L'art. 68 al. 2 CPP renvoie aux droits particuliers du prévenu, tels qu'ils découlent pour l'essentiel des art. 32 al. 2 Cst., 6 par. 3 let. a et e CEDH, 14 par. 3 let. a et f du Pacte international du 16 décembre 1966 relatif aux droits civils et politiques [PIDCP; RS 0.103.2], ainsi que de la pratique fondée sur ces dispositions. Ces dernières garantissent à l'accusé le droit d'obtenir gratuitement la traduction de toutes les pièces et déclarations qu'il lui faut comprendre pour assurer efficacement sa défense et bénéficier d'un procès équitable. L'étendue de l'assistance qu'il convient d'accorder à un prévenu dont la langue maternelle n'est pas celle de la procédure doit être appréciée non pas de manière abstraite, mais en fonction des besoins effectifs de l'accusé et des circonstances concrètes du cas (ATF 145 IV 197 consid. 1.3.3; 143 IV 117 consid. 3.1 et les arrêts cités; cf. aussi ATF 118 Ia 462 consid. 2a; cf. plus récemment: arrêt 6B_1285/2023 du 28 novembre 2024 consid. 3.1). Il n'existe toutefois aucun droit d'obtenir la traduction intégrale du dossier, ainsi que des actes de procédure. Le prévenu n'est pas non plus dispensé de signaler son besoin d'obtenir une traduction et/ou de s'enquérir du contenu d'une décision (ATF 145 IV 197 consid. 1.3.3; arrêts 6B_1285/2023 précité consid. 3.1; 6B_1140/2020 du 2 juin 2021 consid. 1.1 et les arrêts cités). Le Tribunal fédéral examine le respect des obligations du prévenu dans ce contexte notamment sous l'angle du principe de la bonne foi (arrêt 6B_667/2017 du 15 décembre 2017 consid. 5.1 et 5.2), lequel concerne, en procédure pénale, non seulement les autorités mais aussi, le cas échéant, les différentes parties, y compris le prévenu (cf. art. 3 al. 2 let. a CPP; ATF 147 IV 274 consid. 1.10.1; arrêt 7B_482/2024 du 21 mai 2024).
4.2. En l'espèce, le recourant ne conteste pas avoir été dûment assisté d'un interprète lors des débats de première instance.
Il ressort au demeurant du jugement querellé qu'il a formé une annonce d'appel en italien par courrier du 30 avril 2024, mais il n'apparaît pas qu'il a requis dans ce contexte une traduction de tout ou partie du jugement de première instance. La cour cantonale a en revanche relevé que le recourant s'était plaint de ce que la motivation du jugement du 22 avril 2024 ne lui avait pas été traduite dans son mémoire d'appel du 16 septembre 2024, puis dans un courrier du 30 octobre suivant.

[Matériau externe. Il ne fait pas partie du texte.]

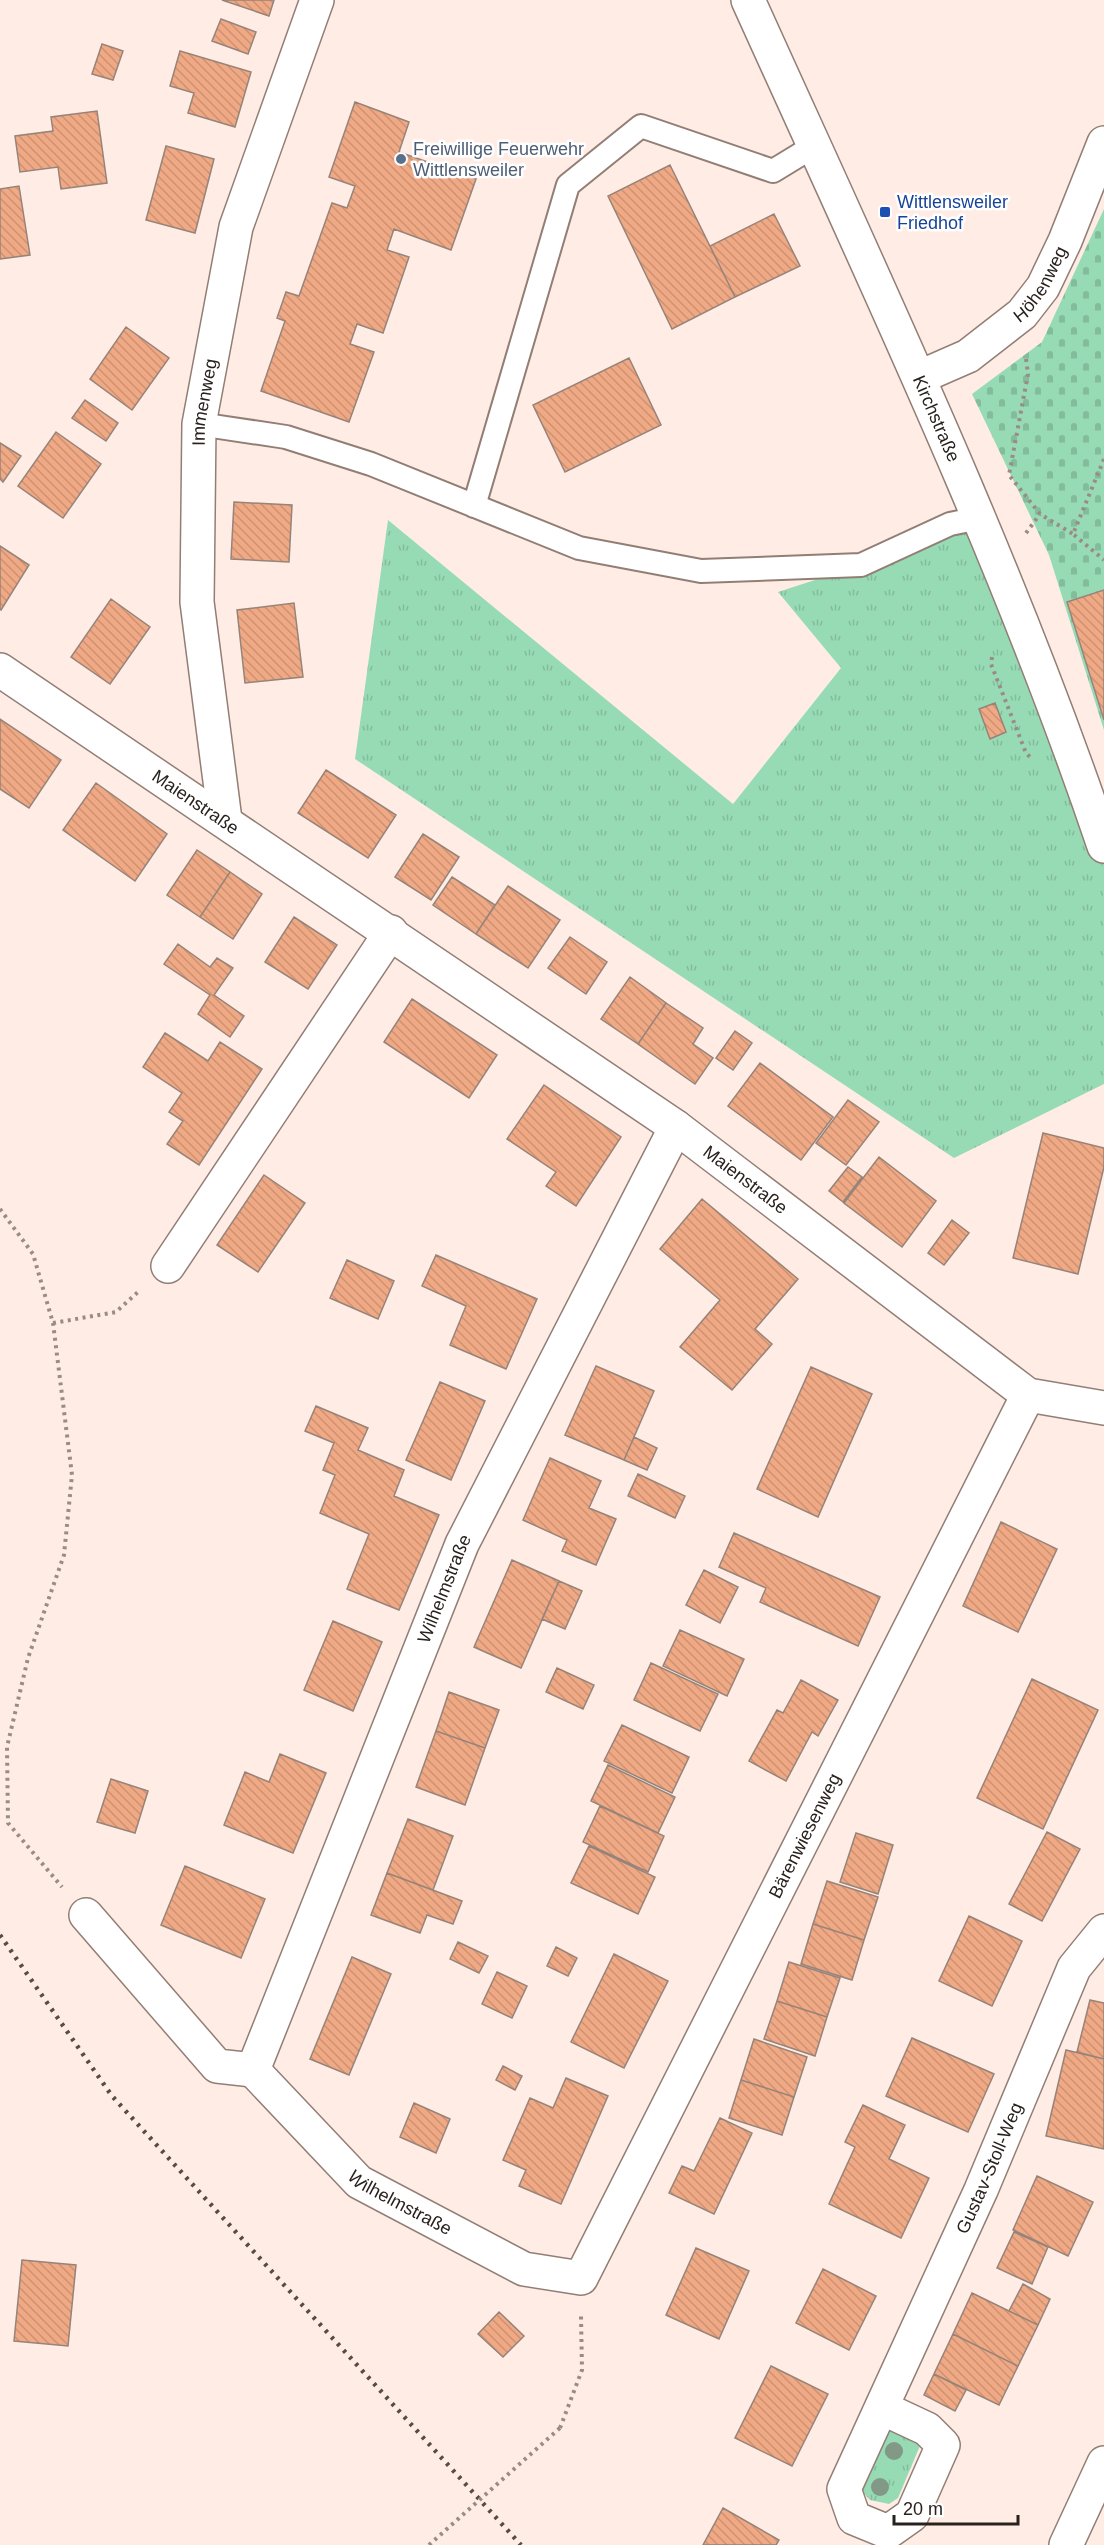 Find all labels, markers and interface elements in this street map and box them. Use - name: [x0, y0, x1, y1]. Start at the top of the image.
- place label: Freiwillige Feuerwehr Wittlensweiler: [413, 139, 584, 180]
- marker: Freiwillige Feuerwehr Wittlensweiler: [394, 152, 408, 166]
- place label: Wittlensweiler Friedhof: [897, 192, 1008, 233]
- marker: Wittlensweiler Friedhof: [878, 205, 892, 219]
- street label: Höhenweg: [1010, 243, 1071, 327]
- street label: Immenweg: [189, 357, 221, 446]
- street label: Kirchstraße: [909, 372, 964, 465]
- street label: Maienstraße: [148, 766, 243, 838]
- street label: Maienstraße: [699, 1141, 791, 1218]
- street label: Wilhelmstraße: [414, 1531, 475, 1646]
- street label: Bärenwiesenweg: [765, 1770, 845, 1902]
- street label: Gustav-Stoll-Weg: [952, 2100, 1026, 2237]
- street label: Wilhelmstraße: [344, 2167, 455, 2239]
- scale bar: [894, 2488, 1018, 2526]
- text: 20 m: [903, 2499, 943, 2519] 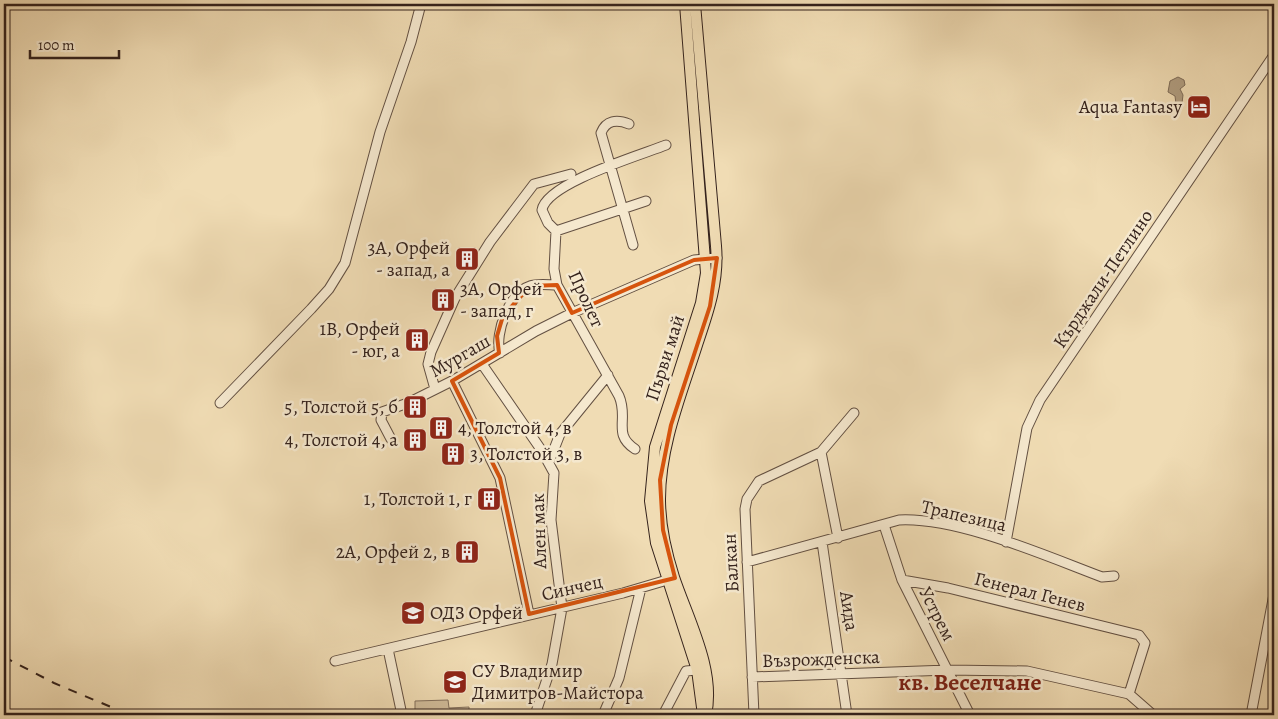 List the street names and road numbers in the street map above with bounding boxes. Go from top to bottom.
street label: Кърджали-Петлино [1047,205,1159,353]
street label: Пролет [562,266,611,332]
street label: Първи май [639,311,691,405]
street label: Мургаш [425,328,495,384]
street label: Ален мак [525,493,553,570]
street label: Трапезица [919,494,1009,538]
street label: Балкан [716,533,746,593]
street label: Генерал Генев [972,566,1088,618]
street label: Синчец [539,568,605,608]
street label: Устрем [912,582,962,646]
street label: Аида [833,588,865,633]
street label: Възрожденска [762,644,881,674] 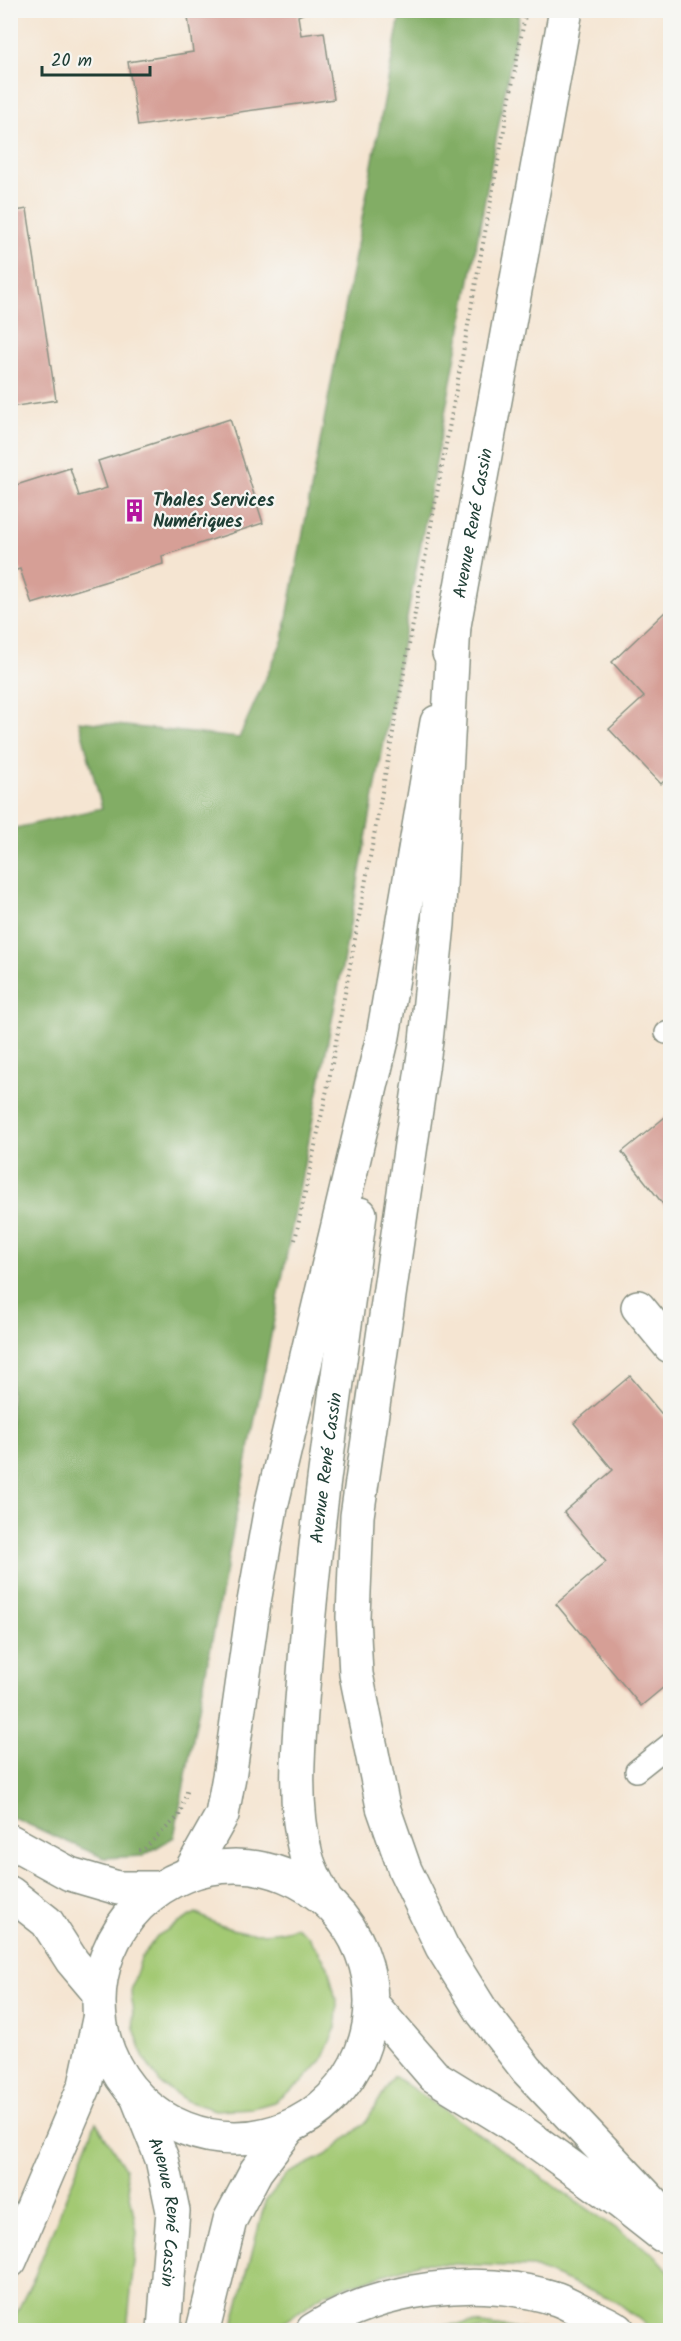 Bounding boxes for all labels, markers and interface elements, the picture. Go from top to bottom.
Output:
scale bar [42,39,150,77]
text: 20 m [51,47,92,76]
street label: Avenue René Cassin [446,446,502,601]
place label: Thales Services Numériques [153,487,275,537]
building icon: Thales Services Numériques [122,497,148,523]
street label: Avenue René Cassin [303,1391,351,1545]
street label: Avenue René Cassin [139,2133,186,2288] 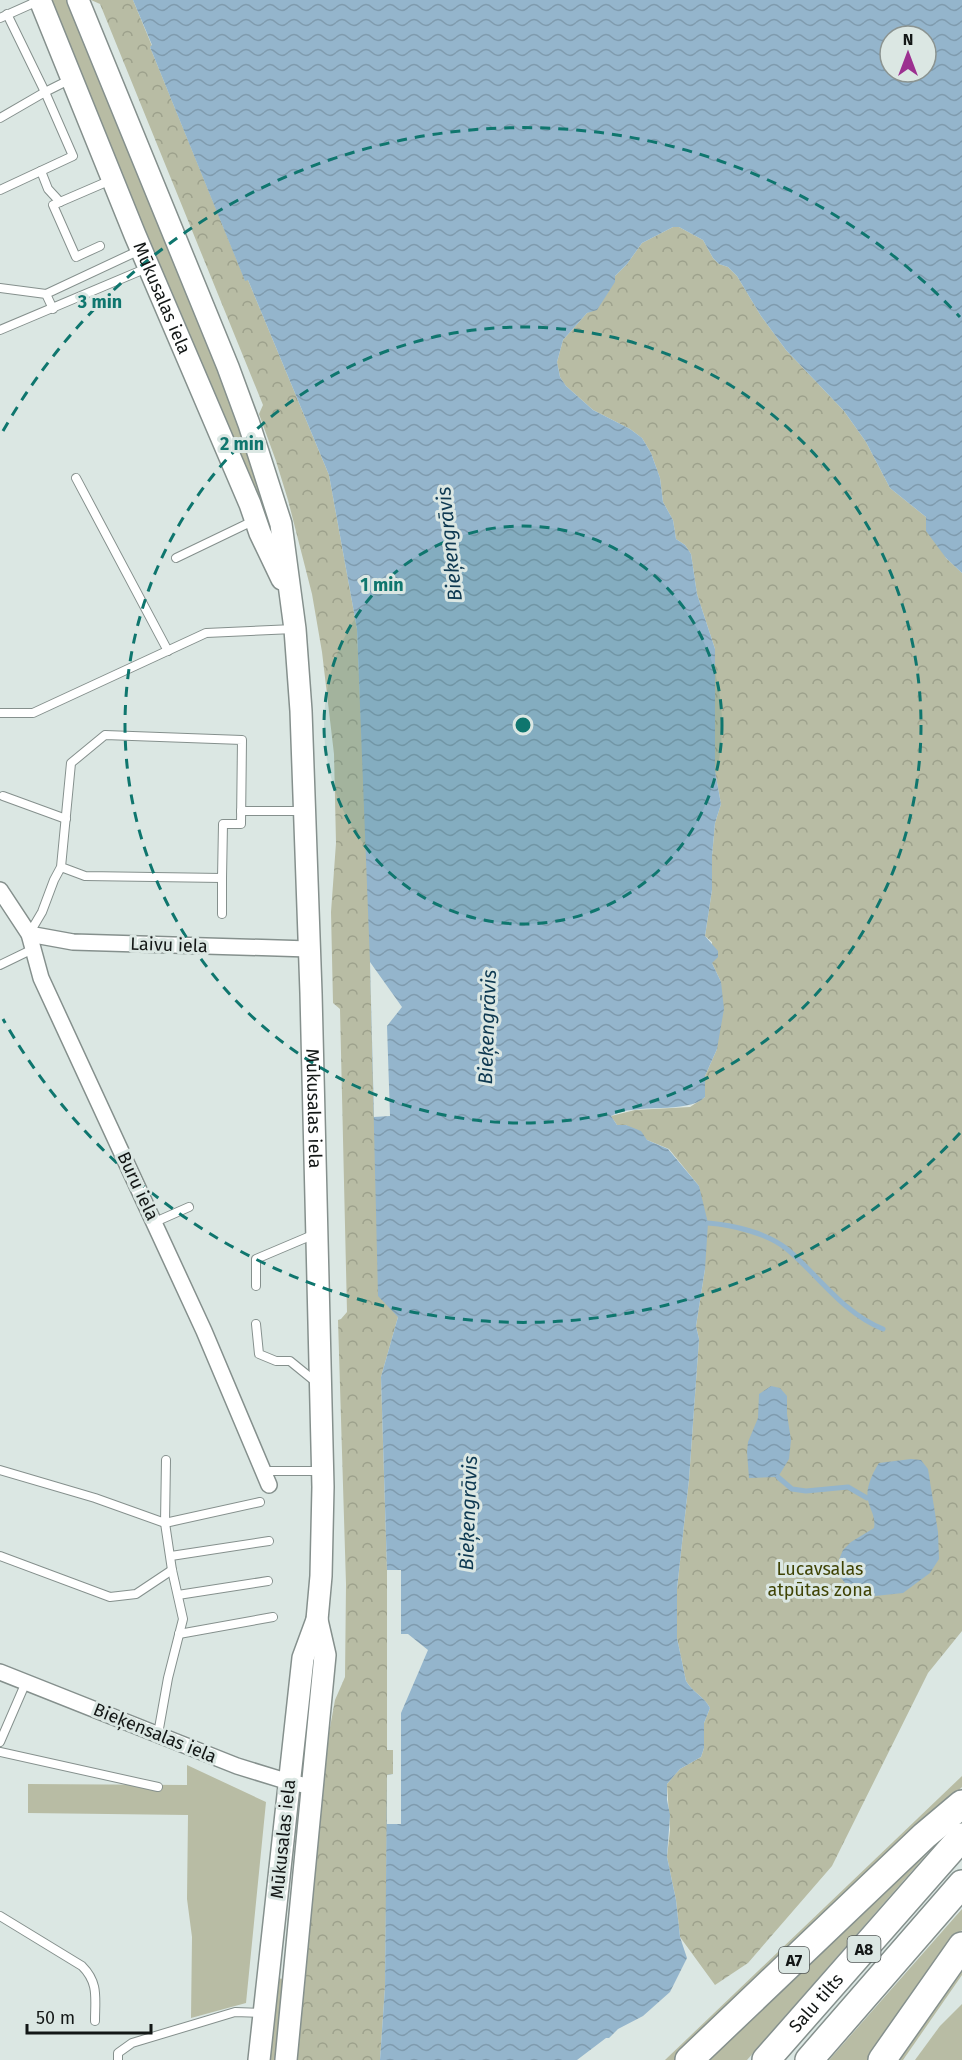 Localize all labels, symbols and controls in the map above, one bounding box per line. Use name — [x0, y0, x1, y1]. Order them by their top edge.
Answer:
north arrow — [878, 24, 938, 84]
text: N — [903, 30, 913, 49]
street label: Mūkusalas iela — [128, 239, 196, 357]
text: 3 min — [77, 291, 122, 313]
text: 2 min — [220, 433, 264, 455]
water label: Bieķengrāvis — [431, 485, 468, 603]
text: 1 min — [360, 574, 404, 596]
centre of rings — [513, 715, 533, 735]
street label: Laivu iela — [130, 933, 208, 957]
water label: Bieķengrāvis — [473, 969, 502, 1085]
street label: Mūkusalas iela — [301, 1048, 326, 1169]
street label: Buru iela — [113, 1148, 163, 1224]
water label: Bieķengrāvis — [454, 1455, 483, 1571]
park label: Lucavsalas atpūtas zona — [767, 1558, 873, 1601]
street label: Bieķensalas iela — [90, 1698, 220, 1769]
street label: Mūkusalas iela — [266, 1778, 300, 1900]
road number: A8 — [848, 1936, 880, 1962]
road number: A7 — [779, 1947, 809, 1973]
street label: Salu tilts — [784, 1969, 848, 2037]
scale bar — [27, 1997, 152, 2035]
text: 50 m — [36, 2007, 75, 2029] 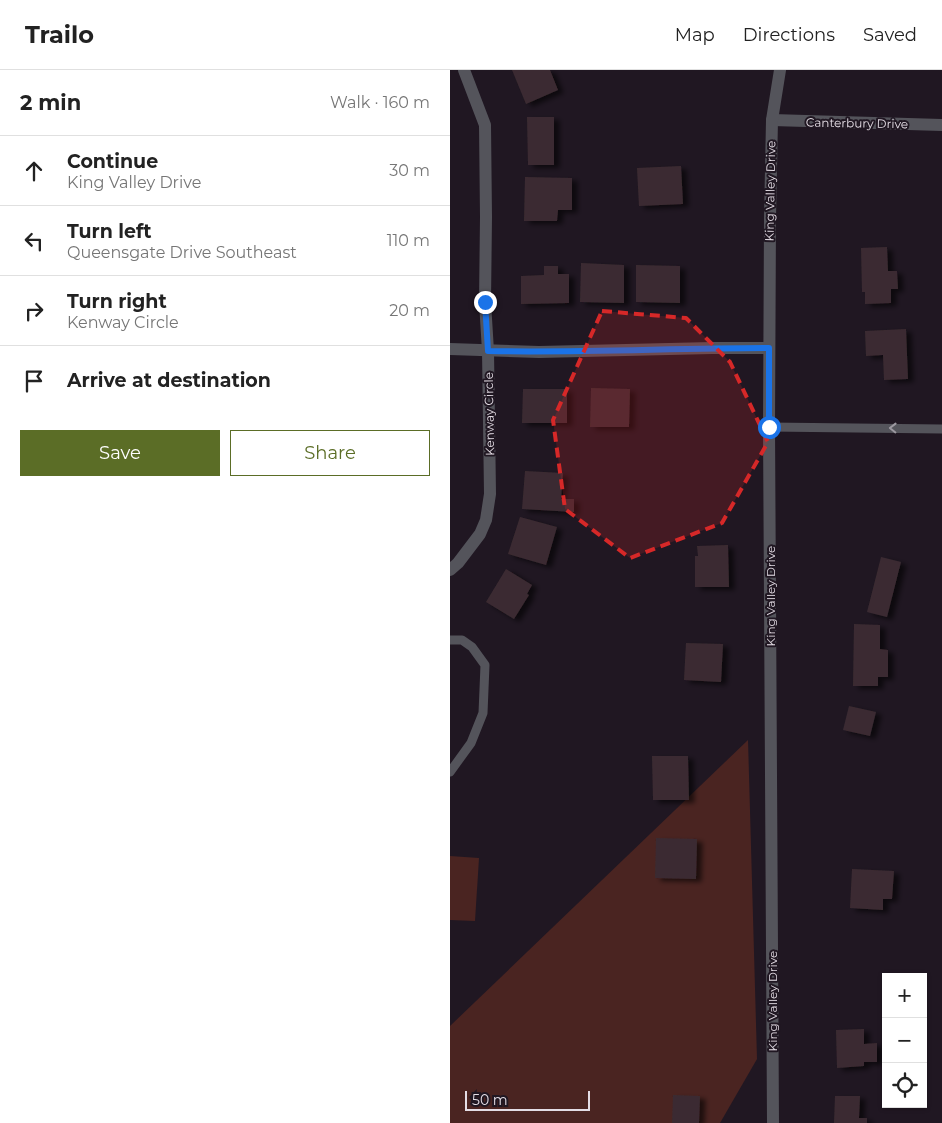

Les juges d'appel ont toutefois retenu qu'il apparaissait que le prévenu comprenait parfaitement le français, relevant en particulier qu'il ressortait du fichier audio de son audition devant le Tribunal de première instance qu'il réagissait immédiatement aux questions de la Présidente, sans attendre que l'interprète présente aux débats ait le temps de traduire les questions en italien. Les réponses étaient certes données en italien, mais cet élément ne remettait nullement en doute, aux dires des juges précédents, le fait qu'il comprenait le français. Un témoin avait par ailleurs indiqué que le recourant parlait très bien le français le jour des faits, la cour cantonale ayant en outre relevé, notamment, que le jugement de première instance avait été prononcé et motivé oralement, lors de l'audience, en présence de l'interprète. Il fallait en conclure que le recourant n'avait subi aucun préjudice en rapport avec la motivation qui lui avait été transmise. Les obligations découlant de l'art. 68 al. 2 CPP avaient été respectées et le fait que la motivation écrite du jugement du 22 avril 2024 n'avait jamais été traduite en italien ne changeait rien à cela, dans la mesure où il était établi que le prévenu comprenait bien le français.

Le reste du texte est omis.